Write the records out exactly as shown. No pictures.

┌──

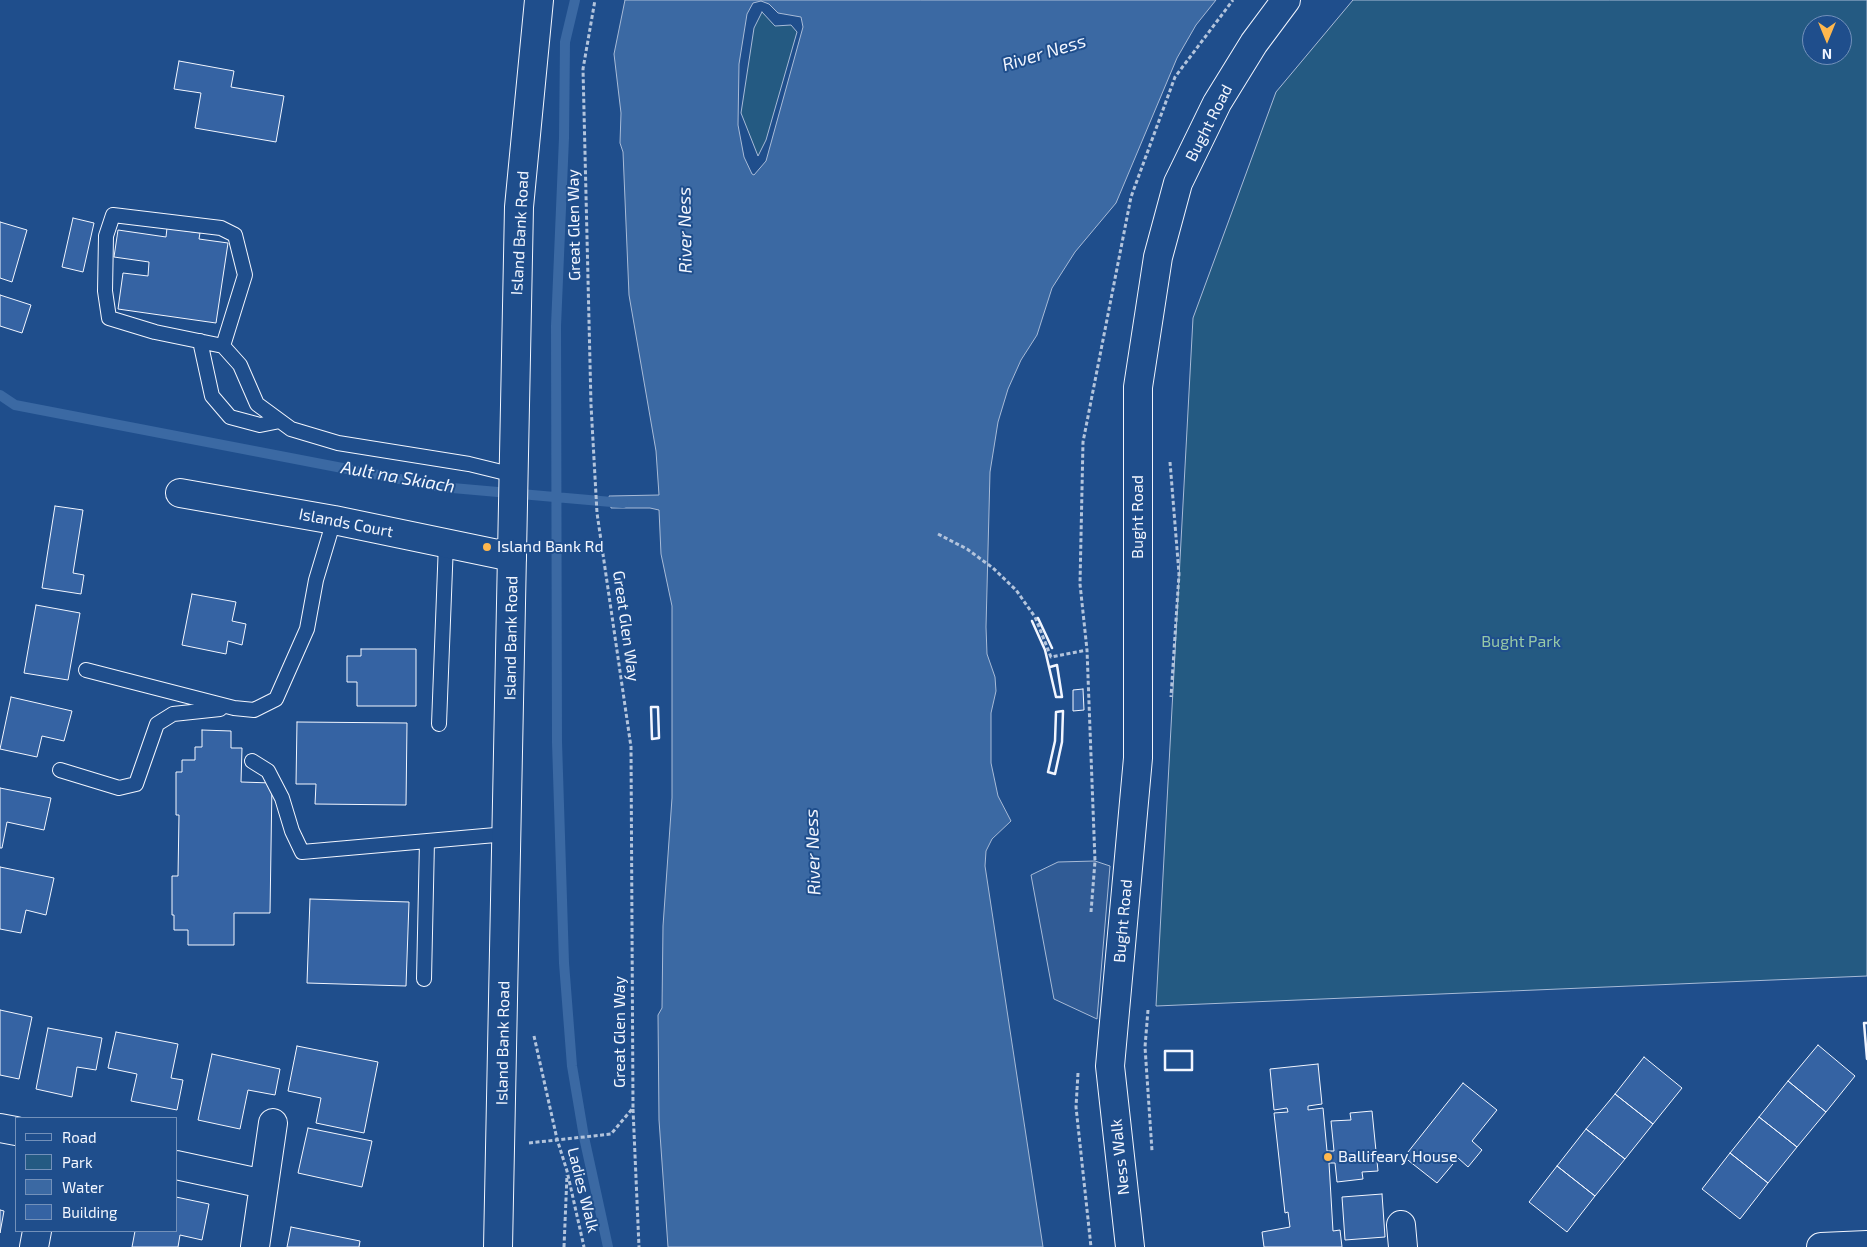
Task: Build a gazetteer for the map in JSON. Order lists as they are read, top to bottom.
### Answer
{
  "streets": {
    "street": [
      "Bught Road",
      "Island Bank Road",
      "Islands Court",
      "Ness Walk"
    ],
    "path": ["Great Glen Way", "Ladies Walk"]
  },
  "crossings": [
    ["Bught Road", "Ness Walk"],
    ["Great Glen Way", "Ladies Walk"],
    ["Island Bank Road", "Islands Court"]
  ],
  "water": ["River Ness", "Ault na Skiach"],
  "parks": ["Bught Park"],
  "places": ["Island Bank Rd", "Ballifeary House"],
  "legend": [
    "Road",
    "Park",
    "Water",
    "Building"
  ],
  "north": "bottom"
}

└──

• _Your response_:
Task: Build a gazetteer for the map in JSON. Order lists as they are read, top to bottom.
### Answer
{
  "streets": {
    "street": [
      "Bught Road",
      "Island Bank Road",
      "Islands Court",
      "Ness Walk"
    ],
    "path": ["Great Glen Way", "Ladies Walk"]
  },
  "crossings": [
    ["Bught Road", "Ness Walk"],
    ["Great Glen Way", "Ladies Walk"],
    ["Island Bank Road", "Islands Court"]
  ],
  "water": ["River Ness", "Ault na Skiach"],
  "parks": ["Bught Park"],
  "places": ["Island Bank Rd", "Ballifeary House"],
  "legend": [
    "Road",
    "Park",
    "Water",
    "Building"
  ],
  "north": "bottom"
}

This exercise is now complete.